(Entries provided begins)
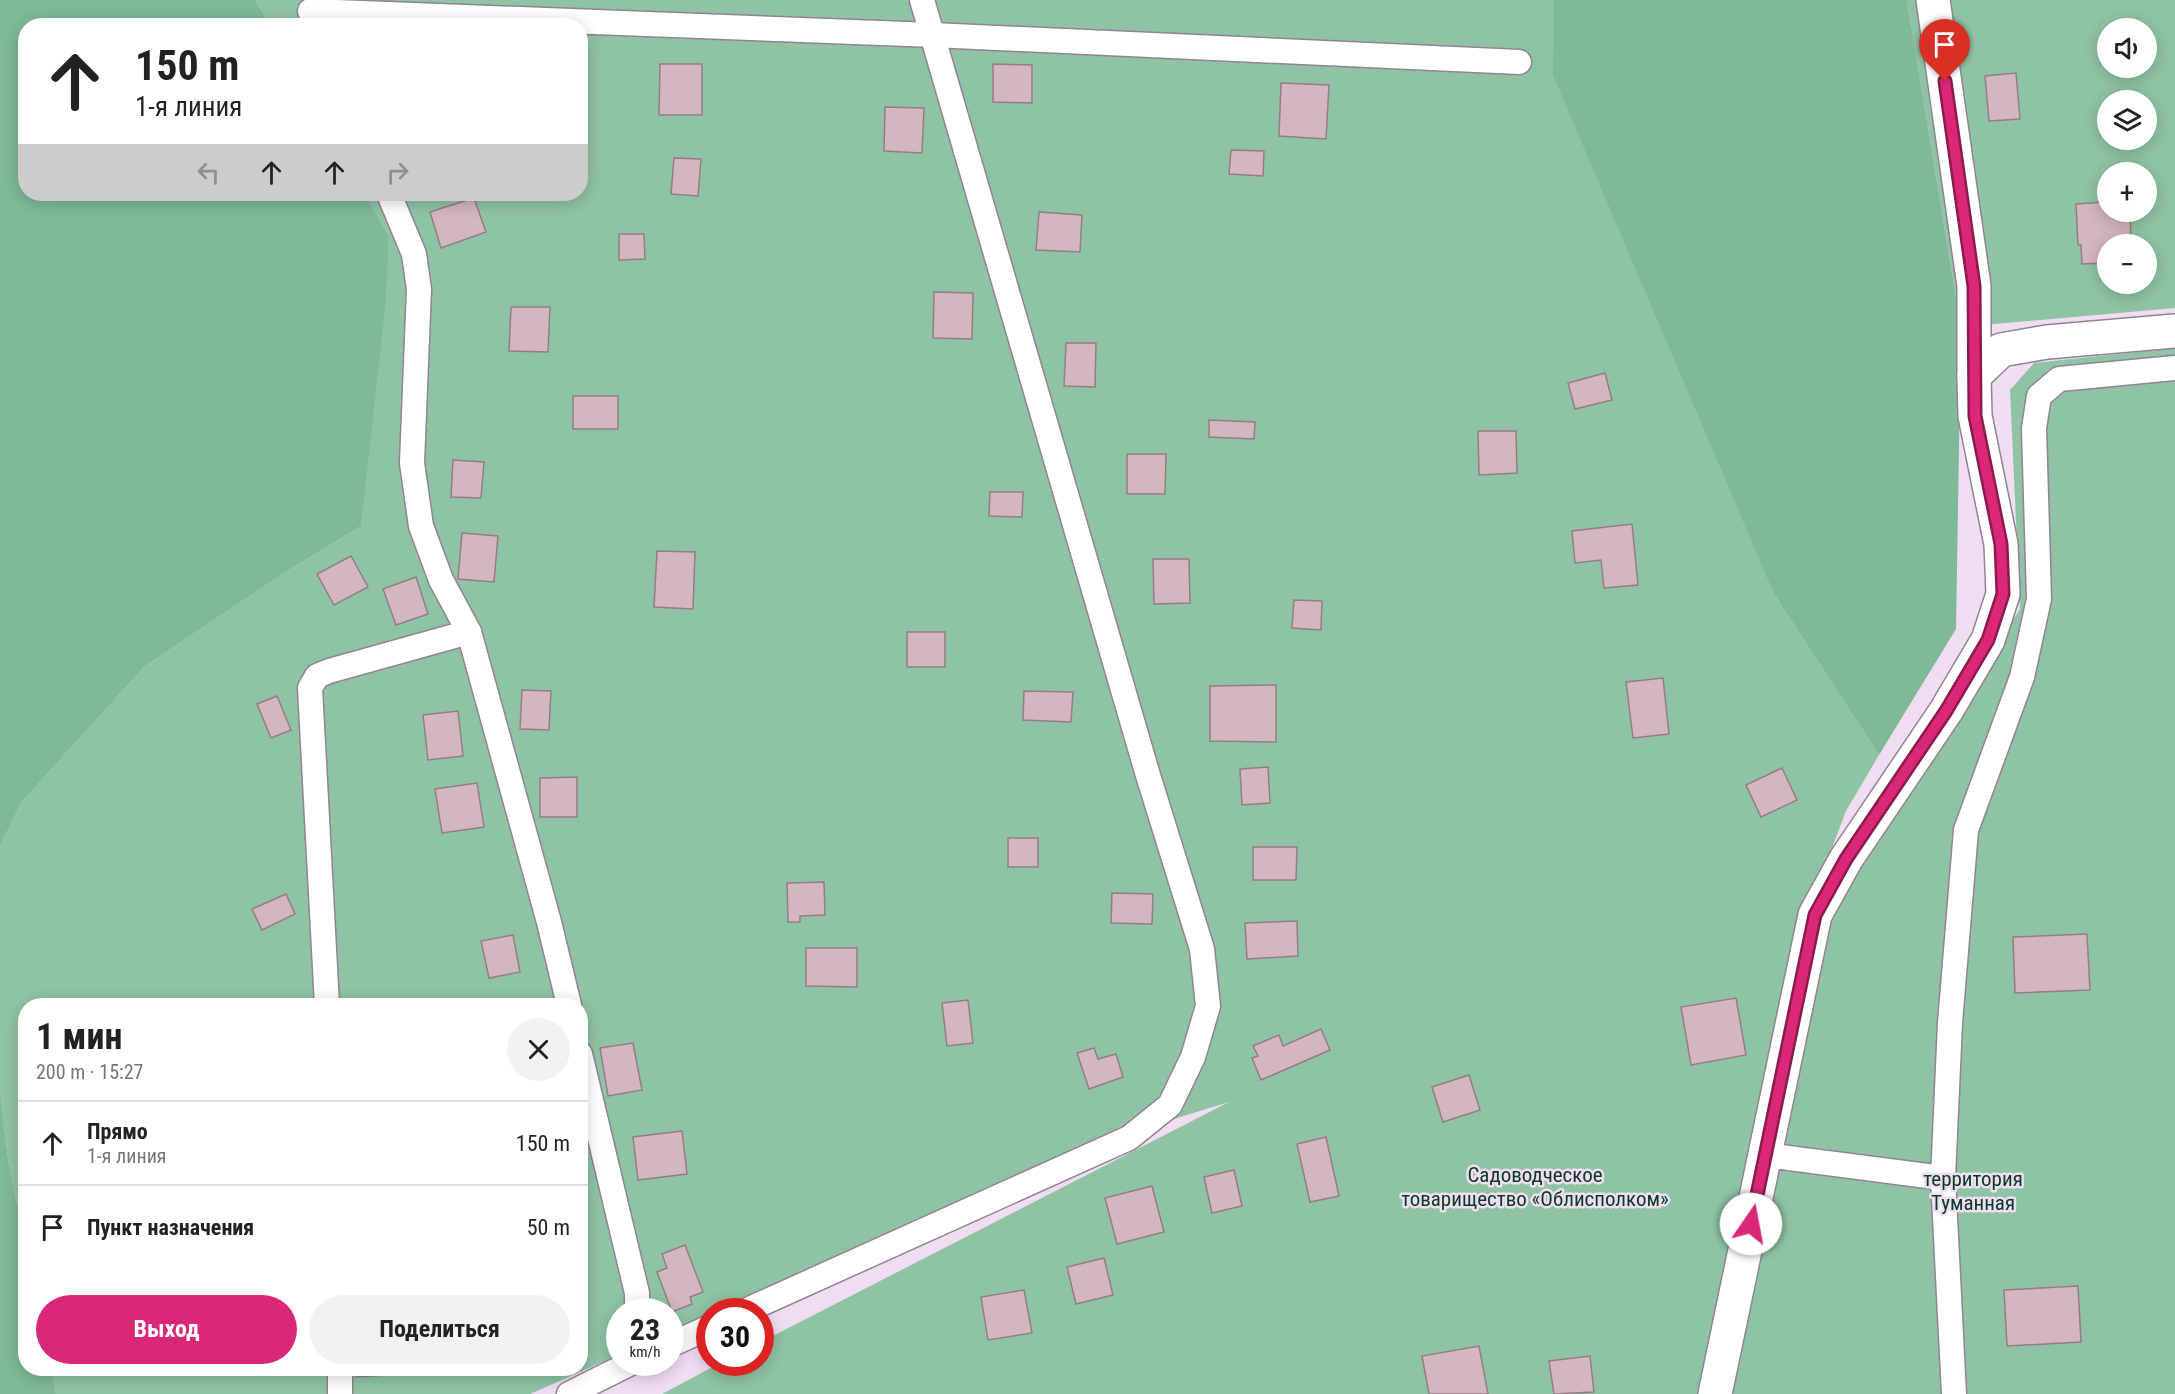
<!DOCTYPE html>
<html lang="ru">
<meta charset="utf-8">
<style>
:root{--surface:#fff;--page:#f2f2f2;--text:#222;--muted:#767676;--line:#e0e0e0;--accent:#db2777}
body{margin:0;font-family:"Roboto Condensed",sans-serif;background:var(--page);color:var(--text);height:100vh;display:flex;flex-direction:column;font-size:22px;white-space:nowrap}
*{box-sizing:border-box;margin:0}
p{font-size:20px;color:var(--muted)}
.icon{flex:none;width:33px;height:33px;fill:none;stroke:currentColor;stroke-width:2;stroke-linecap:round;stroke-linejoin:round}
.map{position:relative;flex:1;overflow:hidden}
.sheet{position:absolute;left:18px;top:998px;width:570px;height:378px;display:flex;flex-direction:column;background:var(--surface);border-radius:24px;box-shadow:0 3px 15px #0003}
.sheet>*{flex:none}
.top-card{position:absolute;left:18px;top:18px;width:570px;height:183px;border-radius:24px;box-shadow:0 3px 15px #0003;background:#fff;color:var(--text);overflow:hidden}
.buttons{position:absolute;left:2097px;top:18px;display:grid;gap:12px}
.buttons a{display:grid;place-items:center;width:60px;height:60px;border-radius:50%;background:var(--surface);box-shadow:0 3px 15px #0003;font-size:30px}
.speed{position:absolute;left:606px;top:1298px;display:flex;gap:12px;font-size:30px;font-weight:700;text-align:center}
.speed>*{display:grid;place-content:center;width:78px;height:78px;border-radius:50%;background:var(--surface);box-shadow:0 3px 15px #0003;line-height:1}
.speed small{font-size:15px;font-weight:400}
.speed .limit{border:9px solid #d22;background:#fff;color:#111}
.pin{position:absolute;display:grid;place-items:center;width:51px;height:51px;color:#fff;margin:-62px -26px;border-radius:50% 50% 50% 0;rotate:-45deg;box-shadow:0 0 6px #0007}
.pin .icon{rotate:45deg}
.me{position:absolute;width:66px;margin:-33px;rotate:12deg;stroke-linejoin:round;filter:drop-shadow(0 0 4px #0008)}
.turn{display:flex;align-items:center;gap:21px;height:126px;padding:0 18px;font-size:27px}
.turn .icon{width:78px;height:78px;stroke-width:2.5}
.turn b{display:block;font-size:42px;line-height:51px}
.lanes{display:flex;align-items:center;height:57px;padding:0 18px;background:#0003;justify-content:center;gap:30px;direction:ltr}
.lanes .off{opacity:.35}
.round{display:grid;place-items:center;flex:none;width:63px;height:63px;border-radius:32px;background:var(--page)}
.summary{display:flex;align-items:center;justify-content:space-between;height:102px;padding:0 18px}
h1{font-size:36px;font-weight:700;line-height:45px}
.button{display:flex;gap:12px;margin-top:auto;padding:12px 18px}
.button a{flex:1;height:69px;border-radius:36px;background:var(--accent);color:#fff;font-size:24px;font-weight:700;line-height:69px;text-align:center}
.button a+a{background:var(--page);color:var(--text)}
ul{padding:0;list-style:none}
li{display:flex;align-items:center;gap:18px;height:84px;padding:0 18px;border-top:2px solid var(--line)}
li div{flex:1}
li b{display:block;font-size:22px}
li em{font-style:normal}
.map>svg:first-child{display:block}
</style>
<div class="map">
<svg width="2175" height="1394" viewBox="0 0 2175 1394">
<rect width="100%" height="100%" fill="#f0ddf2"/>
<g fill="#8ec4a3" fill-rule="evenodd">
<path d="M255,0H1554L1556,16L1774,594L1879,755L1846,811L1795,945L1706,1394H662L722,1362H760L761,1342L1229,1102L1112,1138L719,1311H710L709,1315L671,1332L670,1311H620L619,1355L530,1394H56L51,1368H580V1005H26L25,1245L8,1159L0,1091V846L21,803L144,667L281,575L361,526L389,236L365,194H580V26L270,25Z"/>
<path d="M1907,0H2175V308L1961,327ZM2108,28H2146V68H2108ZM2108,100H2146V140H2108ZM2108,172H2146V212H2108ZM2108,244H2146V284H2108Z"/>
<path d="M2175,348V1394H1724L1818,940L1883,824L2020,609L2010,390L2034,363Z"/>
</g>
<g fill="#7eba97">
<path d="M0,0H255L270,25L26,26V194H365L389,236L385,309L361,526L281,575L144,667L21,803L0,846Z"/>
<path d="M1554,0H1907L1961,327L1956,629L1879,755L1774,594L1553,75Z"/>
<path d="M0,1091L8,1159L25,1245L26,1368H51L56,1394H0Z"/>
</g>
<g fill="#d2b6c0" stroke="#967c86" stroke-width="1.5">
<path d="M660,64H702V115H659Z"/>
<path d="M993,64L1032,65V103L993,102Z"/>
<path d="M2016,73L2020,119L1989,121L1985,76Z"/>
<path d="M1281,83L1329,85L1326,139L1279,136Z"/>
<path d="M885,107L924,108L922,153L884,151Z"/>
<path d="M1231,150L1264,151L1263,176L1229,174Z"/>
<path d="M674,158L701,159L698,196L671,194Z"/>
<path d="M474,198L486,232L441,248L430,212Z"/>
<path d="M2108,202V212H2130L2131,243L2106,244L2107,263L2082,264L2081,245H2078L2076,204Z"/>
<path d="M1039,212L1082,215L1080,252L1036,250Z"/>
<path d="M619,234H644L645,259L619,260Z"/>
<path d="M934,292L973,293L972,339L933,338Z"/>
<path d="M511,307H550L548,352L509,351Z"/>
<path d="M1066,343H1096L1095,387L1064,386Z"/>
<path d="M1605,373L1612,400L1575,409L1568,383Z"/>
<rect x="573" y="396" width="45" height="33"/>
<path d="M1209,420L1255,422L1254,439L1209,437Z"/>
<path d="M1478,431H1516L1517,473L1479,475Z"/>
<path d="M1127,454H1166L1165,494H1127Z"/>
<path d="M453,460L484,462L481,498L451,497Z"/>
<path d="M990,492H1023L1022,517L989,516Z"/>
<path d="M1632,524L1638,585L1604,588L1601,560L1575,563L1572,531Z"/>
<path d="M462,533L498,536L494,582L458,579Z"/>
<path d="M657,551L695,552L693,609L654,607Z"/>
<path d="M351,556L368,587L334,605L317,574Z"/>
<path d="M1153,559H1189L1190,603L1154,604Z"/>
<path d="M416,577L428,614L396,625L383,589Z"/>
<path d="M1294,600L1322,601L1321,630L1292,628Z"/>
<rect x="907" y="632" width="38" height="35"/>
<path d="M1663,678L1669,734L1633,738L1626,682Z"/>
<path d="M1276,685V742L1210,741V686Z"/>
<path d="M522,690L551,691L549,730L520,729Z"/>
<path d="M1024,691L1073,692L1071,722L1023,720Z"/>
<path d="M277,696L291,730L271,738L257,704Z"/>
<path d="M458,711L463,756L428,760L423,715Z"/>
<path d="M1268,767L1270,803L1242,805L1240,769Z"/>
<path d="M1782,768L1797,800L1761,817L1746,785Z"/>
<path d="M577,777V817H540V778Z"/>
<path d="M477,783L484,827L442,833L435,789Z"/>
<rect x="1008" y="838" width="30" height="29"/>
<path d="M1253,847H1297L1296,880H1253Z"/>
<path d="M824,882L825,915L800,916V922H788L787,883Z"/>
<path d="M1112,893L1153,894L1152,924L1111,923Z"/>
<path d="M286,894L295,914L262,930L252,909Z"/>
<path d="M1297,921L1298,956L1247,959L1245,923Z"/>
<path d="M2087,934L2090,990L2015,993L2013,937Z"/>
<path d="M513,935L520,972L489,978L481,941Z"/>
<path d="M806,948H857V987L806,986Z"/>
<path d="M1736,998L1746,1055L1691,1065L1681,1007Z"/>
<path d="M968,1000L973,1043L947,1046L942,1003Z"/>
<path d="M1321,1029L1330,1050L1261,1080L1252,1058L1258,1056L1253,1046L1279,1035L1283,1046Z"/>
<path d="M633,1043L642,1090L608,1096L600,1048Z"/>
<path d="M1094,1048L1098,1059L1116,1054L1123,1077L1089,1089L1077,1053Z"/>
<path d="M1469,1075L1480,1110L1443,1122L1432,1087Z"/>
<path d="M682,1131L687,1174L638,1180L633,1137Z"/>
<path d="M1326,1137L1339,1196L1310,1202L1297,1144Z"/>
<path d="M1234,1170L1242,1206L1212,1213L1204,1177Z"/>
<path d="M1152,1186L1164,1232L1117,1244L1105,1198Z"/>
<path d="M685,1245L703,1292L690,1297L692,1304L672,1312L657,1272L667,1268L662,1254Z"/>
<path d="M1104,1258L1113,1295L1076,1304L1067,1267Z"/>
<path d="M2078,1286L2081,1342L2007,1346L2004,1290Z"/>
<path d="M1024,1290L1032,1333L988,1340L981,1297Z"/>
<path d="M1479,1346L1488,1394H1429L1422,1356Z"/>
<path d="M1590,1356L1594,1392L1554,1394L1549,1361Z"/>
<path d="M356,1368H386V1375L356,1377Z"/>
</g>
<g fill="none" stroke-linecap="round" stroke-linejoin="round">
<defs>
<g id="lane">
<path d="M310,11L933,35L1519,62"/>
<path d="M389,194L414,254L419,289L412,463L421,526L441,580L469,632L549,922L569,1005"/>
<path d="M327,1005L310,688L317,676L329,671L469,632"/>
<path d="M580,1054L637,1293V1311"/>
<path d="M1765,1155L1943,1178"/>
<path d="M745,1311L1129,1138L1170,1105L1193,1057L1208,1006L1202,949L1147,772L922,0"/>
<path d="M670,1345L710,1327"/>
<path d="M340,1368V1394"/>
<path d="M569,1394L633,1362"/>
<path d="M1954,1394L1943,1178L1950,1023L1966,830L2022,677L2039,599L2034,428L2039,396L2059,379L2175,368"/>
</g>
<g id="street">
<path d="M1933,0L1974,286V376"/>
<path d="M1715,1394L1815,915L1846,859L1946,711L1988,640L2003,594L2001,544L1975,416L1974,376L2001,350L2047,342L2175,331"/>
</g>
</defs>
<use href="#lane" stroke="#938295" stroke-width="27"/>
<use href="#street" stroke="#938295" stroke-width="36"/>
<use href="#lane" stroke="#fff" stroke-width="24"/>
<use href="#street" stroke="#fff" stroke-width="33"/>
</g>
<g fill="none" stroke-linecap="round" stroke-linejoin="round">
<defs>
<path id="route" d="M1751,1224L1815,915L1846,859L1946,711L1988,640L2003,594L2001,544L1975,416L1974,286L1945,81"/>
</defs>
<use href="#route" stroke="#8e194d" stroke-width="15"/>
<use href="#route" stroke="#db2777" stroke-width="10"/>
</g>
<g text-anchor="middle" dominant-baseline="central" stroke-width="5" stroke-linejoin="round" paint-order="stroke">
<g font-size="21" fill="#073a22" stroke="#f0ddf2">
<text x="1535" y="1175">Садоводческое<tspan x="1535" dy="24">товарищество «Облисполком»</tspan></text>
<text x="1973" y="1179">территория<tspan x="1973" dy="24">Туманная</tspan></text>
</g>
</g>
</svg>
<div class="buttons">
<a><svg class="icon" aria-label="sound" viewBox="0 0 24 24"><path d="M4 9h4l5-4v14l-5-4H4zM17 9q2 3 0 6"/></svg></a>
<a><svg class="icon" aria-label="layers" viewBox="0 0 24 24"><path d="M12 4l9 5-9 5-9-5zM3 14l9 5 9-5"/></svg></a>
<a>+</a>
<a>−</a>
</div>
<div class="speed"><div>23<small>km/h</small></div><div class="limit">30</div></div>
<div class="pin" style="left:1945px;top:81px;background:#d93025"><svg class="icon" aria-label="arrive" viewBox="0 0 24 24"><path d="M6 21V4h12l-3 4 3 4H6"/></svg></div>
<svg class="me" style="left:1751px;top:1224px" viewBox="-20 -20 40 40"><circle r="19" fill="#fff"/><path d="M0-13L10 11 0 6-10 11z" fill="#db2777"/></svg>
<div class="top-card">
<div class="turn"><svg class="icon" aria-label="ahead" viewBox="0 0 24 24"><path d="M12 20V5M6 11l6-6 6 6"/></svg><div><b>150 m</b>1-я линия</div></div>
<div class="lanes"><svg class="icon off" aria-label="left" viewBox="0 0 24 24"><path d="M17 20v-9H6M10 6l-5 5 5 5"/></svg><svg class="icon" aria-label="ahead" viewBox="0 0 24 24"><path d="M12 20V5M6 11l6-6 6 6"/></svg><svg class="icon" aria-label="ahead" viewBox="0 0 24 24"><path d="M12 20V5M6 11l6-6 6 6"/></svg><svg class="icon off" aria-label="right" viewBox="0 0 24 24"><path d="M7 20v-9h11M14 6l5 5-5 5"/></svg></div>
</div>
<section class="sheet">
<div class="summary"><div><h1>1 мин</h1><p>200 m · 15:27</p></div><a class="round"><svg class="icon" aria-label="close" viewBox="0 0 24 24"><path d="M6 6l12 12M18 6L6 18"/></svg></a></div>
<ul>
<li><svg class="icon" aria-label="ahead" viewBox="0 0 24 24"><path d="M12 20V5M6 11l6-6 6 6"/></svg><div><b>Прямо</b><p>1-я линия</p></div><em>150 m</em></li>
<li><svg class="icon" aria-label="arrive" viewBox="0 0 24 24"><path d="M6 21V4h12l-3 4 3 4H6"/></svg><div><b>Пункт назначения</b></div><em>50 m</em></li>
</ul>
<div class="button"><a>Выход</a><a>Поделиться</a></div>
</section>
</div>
(Entries provided ends)
-- Exercise directions --
State the number of lines in the preceding data that contain the word "column", and nothing besides.

-- Answer space --
2